(Extracted information):
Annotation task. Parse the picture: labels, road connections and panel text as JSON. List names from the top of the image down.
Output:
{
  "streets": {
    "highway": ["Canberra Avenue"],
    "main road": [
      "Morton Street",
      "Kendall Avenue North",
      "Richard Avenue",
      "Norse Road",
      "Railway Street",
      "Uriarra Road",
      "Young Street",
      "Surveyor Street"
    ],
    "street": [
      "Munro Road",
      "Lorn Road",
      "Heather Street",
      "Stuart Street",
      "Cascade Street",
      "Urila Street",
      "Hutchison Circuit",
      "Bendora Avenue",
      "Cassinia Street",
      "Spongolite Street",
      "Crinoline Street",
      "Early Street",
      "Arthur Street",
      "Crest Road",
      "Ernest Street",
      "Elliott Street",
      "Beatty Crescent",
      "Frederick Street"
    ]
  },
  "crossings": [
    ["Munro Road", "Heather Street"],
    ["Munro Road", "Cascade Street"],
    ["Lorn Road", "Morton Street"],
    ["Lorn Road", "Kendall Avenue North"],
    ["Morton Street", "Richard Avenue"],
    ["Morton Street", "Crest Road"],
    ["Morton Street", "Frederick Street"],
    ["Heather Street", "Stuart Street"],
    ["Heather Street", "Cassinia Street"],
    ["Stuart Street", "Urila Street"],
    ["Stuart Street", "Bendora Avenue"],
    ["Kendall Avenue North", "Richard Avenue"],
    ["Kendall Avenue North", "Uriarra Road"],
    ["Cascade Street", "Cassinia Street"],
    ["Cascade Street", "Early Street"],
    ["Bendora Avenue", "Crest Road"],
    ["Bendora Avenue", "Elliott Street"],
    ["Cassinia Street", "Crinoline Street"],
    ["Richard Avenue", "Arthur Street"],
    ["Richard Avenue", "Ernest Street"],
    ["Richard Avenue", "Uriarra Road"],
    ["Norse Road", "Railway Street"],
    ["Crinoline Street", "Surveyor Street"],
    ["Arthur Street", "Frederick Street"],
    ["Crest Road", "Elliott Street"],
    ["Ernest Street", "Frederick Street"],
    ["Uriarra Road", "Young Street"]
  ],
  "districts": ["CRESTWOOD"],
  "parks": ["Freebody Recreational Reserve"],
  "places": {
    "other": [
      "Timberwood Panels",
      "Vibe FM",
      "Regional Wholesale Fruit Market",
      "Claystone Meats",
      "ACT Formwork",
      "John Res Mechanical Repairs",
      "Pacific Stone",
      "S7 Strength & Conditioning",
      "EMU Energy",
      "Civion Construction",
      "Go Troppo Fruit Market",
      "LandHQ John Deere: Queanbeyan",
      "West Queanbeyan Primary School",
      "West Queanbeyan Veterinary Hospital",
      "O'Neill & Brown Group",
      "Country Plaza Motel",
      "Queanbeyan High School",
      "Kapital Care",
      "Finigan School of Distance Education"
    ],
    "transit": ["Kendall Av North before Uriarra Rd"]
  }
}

(Work request): Output the listing above in full, exactly as written.

(Written reply):
Annotation task. Parse the picture: labels, road connections and panel text as JSON. List names from the top of the image down.
Output:
{
  "streets": {
    "highway": ["Canberra Avenue"],
    "main road": [
      "Morton Street",
      "Kendall Avenue North",
      "Richard Avenue",
      "Norse Road",
      "Railway Street",
      "Uriarra Road",
      "Young Street",
      "Surveyor Street"
    ],
    "street": [
      "Munro Road",
      "Lorn Road",
      "Heather Street",
      "Stuart Street",
      "Cascade Street",
      "Urila Street",
      "Hutchison Circuit",
      "Bendora Avenue",
      "Cassinia Street",
      "Spongolite Street",
      "Crinoline Street",
      "Early Street",
      "Arthur Street",
      "Crest Road",
      "Ernest Street",
      "Elliott Street",
      "Beatty Crescent",
      "Frederick Street"
    ]
  },
  "crossings": [
    ["Munro Road", "Heather Street"],
    ["Munro Road", "Cascade Street"],
    ["Lorn Road", "Morton Street"],
    ["Lorn Road", "Kendall Avenue North"],
    ["Morton Street", "Richard Avenue"],
    ["Morton Street", "Crest Road"],
    ["Morton Street", "Frederick Street"],
    ["Heather Street", "Stuart Street"],
    ["Heather Street", "Cassinia Street"],
    ["Stuart Street", "Urila Street"],
    ["Stuart Street", "Bendora Avenue"],
    ["Kendall Avenue North", "Richard Avenue"],
    ["Kendall Avenue North", "Uriarra Road"],
    ["Cascade Street", "Cassinia Street"],
    ["Cascade Street", "Early Street"],
    ["Bendora Avenue", "Crest Road"],
    ["Bendora Avenue", "Elliott Street"],
    ["Cassinia Street", "Crinoline Street"],
    ["Richard Avenue", "Arthur Street"],
    ["Richard Avenue", "Ernest Street"],
    ["Richard Avenue", "Uriarra Road"],
    ["Norse Road", "Railway Street"],
    ["Crinoline Street", "Surveyor Street"],
    ["Arthur Street", "Frederick Street"],
    ["Crest Road", "Elliott Street"],
    ["Ernest Street", "Frederick Street"],
    ["Uriarra Road", "Young Street"]
  ],
  "districts": ["CRESTWOOD"],
  "parks": ["Freebody Recreational Reserve"],
  "places": {
    "other": [
      "Timberwood Panels",
      "Vibe FM",
      "Regional Wholesale Fruit Market",
      "Claystone Meats",
      "ACT Formwork",
      "John Res Mechanical Repairs",
      "Pacific Stone",
      "S7 Strength & Conditioning",
      "EMU Energy",
      "Civion Construction",
      "Go Troppo Fruit Market",
      "LandHQ John Deere: Queanbeyan",
      "West Queanbeyan Primary School",
      "West Queanbeyan Veterinary Hospital",
      "O'Neill & Brown Group",
      "Country Plaza Motel",
      "Queanbeyan High School",
      "Kapital Care",
      "Finigan School of Distance Education"
    ],
    "transit": ["Kendall Av North before Uriarra Rd"]
  }
}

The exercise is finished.